Good news to start the summer: Oxygen levels throughout the Sound are high

Water quality in the western Sound is unusually good to start the summer: Dissolved oxygen readings were above 5 milligrams per liter throughout the Sound in late June. What it signifies for later in the summer, when conditions are usually at their worst, is unknown however.

Healthy levels of dissolved oxygen are essential to the Long Island Sound ecosystem, and typically measurements taken in the waters between Westchester, Fairfield, and Nassau counties in the second half of June show that dissolved oxygen has already dropped below 5, a sign that it is on its way to falling to dangerously low levels for fish and other marine life.

But not this year. You can see it in this unusual all-blue map, produced last week by the Connecticut Department of Energy and Environmental Protection, which conducts water quality testing on the Sound throughout the year. All-blue means that all areas of the Sound have oxygen levels higher than 5.

mapCompare that with the map below, from 10 year ago. It shows that dissolved oxygen had already fallen below 3.5 in the far western end of the Sound and in Smithtown Bay.
hyjun04

Low dissolved oxygen, known as hypoxia, is the most critical ecological problem facing the Sound. A warm-weather occurrence, hypoxia renders large parts of the Sound uninhabitable for marine creatures. In fact, the immediate effects of hypoxia have been carefully documented over the decades by researchers at the Connecticut DEEP.

They have learned that when dissolved oxygen falls below 4 mg/l, there is a 4 percent reduction in fish biomass in that part of the Sound (fish biomass is the total weight of all the fish caught during standardized research trawls).

When it falls below 3 mg/l, there’s a 41 percent reduction in fish biomass. Below 2 results in an 82 percent reduction, and when dissolved oxygen falls below 1, the reduction is 100 percent — virtually no fish remain.

Hypoxia can be at its most severe anytime from late July through August.

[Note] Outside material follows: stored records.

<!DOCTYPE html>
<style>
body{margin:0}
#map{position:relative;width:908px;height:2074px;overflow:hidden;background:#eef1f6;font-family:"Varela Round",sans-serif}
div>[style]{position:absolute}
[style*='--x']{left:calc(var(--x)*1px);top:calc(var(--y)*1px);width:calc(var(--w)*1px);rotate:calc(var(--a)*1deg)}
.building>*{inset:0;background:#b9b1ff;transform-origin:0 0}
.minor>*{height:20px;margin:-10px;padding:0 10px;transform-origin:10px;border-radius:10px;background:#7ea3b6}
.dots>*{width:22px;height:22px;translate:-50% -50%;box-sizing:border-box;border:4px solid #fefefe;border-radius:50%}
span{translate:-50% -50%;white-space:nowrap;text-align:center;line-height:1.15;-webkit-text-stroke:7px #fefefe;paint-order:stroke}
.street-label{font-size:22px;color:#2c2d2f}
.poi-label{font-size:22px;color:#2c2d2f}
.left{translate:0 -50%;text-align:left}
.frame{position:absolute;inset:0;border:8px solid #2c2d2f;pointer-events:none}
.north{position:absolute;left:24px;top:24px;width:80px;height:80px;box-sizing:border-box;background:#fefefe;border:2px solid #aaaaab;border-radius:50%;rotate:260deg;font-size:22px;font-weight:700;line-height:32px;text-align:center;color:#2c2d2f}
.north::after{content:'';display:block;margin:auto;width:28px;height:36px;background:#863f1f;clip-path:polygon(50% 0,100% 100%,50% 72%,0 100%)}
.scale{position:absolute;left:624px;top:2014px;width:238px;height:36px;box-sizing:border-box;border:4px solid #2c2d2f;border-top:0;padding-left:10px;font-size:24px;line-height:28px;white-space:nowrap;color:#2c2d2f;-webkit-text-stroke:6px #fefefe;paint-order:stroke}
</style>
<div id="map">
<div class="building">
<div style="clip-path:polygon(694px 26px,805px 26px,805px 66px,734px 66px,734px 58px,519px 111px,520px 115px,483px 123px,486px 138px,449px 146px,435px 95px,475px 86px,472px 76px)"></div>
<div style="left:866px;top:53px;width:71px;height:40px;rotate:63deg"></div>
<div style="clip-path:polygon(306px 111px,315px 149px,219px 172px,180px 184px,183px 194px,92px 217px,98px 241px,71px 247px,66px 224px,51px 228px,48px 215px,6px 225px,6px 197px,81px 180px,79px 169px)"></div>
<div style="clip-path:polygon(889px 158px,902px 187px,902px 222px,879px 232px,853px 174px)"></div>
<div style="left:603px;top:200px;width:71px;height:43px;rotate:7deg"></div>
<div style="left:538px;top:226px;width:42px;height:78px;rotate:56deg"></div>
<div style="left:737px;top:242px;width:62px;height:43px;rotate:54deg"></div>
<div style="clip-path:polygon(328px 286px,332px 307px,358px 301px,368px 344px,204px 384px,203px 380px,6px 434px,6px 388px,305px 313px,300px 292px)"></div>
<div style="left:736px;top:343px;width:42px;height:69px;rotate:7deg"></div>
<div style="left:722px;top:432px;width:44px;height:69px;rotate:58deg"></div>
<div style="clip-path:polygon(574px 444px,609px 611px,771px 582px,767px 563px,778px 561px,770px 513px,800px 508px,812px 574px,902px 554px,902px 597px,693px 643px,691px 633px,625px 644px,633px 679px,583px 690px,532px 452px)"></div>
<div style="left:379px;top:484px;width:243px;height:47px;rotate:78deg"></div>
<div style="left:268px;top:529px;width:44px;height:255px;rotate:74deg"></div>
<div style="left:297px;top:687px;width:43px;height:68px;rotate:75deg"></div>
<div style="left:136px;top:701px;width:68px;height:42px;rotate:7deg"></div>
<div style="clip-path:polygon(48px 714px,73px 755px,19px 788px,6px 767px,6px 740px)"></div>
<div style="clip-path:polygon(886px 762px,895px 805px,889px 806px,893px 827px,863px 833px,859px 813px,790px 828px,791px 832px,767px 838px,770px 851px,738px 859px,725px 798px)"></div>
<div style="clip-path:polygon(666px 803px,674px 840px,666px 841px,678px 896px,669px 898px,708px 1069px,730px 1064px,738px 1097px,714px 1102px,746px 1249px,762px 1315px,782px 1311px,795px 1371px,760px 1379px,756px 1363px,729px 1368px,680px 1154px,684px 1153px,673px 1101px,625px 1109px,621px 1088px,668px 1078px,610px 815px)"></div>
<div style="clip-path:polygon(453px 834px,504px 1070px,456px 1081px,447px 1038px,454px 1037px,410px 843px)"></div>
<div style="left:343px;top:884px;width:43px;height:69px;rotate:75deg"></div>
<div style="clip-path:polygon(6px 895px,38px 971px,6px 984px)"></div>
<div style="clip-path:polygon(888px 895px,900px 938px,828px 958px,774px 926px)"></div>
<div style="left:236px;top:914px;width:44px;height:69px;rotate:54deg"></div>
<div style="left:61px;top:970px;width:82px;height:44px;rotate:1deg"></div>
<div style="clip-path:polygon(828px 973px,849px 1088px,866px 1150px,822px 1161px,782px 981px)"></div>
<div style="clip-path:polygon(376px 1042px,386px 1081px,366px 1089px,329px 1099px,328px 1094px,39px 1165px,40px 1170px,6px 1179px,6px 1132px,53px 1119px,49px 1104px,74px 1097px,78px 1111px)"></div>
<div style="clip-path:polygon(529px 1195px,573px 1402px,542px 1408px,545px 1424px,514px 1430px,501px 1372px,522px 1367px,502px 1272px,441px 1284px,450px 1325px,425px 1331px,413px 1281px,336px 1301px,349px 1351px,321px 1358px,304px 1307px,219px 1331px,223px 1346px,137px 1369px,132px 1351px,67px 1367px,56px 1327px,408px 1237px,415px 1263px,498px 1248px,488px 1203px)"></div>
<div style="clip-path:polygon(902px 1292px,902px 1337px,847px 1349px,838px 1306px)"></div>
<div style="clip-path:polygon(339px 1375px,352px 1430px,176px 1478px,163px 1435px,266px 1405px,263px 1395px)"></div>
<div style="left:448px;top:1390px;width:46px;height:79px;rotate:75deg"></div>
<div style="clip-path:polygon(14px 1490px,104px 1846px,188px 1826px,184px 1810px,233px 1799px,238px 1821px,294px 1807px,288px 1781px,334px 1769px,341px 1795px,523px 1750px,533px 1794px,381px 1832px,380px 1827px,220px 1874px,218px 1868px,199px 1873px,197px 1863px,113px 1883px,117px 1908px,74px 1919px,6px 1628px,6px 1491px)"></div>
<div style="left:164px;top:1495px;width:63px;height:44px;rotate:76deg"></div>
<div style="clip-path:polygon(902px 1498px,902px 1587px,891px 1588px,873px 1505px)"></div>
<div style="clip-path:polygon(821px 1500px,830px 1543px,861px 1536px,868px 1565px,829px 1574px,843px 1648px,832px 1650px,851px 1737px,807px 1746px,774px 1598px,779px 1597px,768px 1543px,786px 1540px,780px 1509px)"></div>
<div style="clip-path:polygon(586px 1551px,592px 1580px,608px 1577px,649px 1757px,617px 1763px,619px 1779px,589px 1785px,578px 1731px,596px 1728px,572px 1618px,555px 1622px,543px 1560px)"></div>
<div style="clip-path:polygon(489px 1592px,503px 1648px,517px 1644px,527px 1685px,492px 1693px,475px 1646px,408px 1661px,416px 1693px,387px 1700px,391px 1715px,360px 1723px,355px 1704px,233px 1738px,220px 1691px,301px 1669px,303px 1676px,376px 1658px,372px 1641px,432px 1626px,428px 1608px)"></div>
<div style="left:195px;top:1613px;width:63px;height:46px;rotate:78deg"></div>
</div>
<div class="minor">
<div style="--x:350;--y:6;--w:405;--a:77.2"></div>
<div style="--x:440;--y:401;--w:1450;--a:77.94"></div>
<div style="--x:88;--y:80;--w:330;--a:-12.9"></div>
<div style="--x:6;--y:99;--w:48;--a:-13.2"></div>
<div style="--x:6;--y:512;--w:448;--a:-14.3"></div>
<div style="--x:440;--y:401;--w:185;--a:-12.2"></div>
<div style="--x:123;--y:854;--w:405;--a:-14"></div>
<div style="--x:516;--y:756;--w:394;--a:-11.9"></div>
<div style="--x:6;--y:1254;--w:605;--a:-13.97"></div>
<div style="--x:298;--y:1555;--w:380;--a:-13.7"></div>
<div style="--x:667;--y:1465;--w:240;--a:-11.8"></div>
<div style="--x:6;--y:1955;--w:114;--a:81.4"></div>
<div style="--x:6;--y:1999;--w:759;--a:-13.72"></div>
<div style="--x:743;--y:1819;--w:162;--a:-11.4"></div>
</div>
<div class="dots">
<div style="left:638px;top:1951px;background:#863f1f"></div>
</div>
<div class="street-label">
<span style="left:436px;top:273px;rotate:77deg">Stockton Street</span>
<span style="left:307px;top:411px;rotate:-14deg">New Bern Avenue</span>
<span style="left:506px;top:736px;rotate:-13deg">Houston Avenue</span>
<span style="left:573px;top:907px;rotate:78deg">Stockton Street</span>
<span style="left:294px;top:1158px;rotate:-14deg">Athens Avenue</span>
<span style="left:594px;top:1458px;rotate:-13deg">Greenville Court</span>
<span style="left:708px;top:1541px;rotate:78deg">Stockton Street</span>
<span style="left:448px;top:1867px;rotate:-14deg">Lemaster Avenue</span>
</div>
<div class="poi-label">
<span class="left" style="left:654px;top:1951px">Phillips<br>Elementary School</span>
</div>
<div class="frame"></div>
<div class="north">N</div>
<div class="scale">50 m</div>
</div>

Because the Sound is large, deep, and complex, it is impossible to say why conditions in any particular period are as good (or as bad) as they are, and it is impossible to predict what conditions now might mean for the next couple of months.

But it’s worth noting that hypoxia is a warm-water condition, and Long Island Sound was cooler than average throughout the first half of 2014. (Remember that 2012, when the Sound was warmer than average, was one of the worst years for hypoxia.) And as we noted in our report card, the sewage treatment plants along the Sound have done a good to excellent job in meeting federal deadlines to upgrade their treatment processes.

Hypoxia is caused by nitrogen, most of which reaches the Sound in treated sewage. Nitrogen is a fertilizer; it spurs the Sound’s algae to grow in unnaturally large amounts. When the algae die, the decomposition process removes oxygen from the water, resulting in hypoxia.

Treatment plants on the Sound are required to remove 58.5 percent of the nitrogen in their wastewater by 2014-2017.

In addition to watchdogging treatment plants to make sure they meet their goal and then stay there, there are other ways to reduce hypoxia in the Sound and help keep it safe for wildlife. You can take our Long Island Sound Pledge, which is full of actions to help the Sound. And some plants and animals, like mussels and seaweed, act as natural filters to remove nitrogen.

Over the long run, scientists and officials are confident that the reduced amount of nitrogen will solve or dramatically decrease the hypoxia problem. But whether the cool temperatures and lower amounts of nitrogen result in better conditions for the Sound during the critical weeks in late July and August 2014 remains to be seen.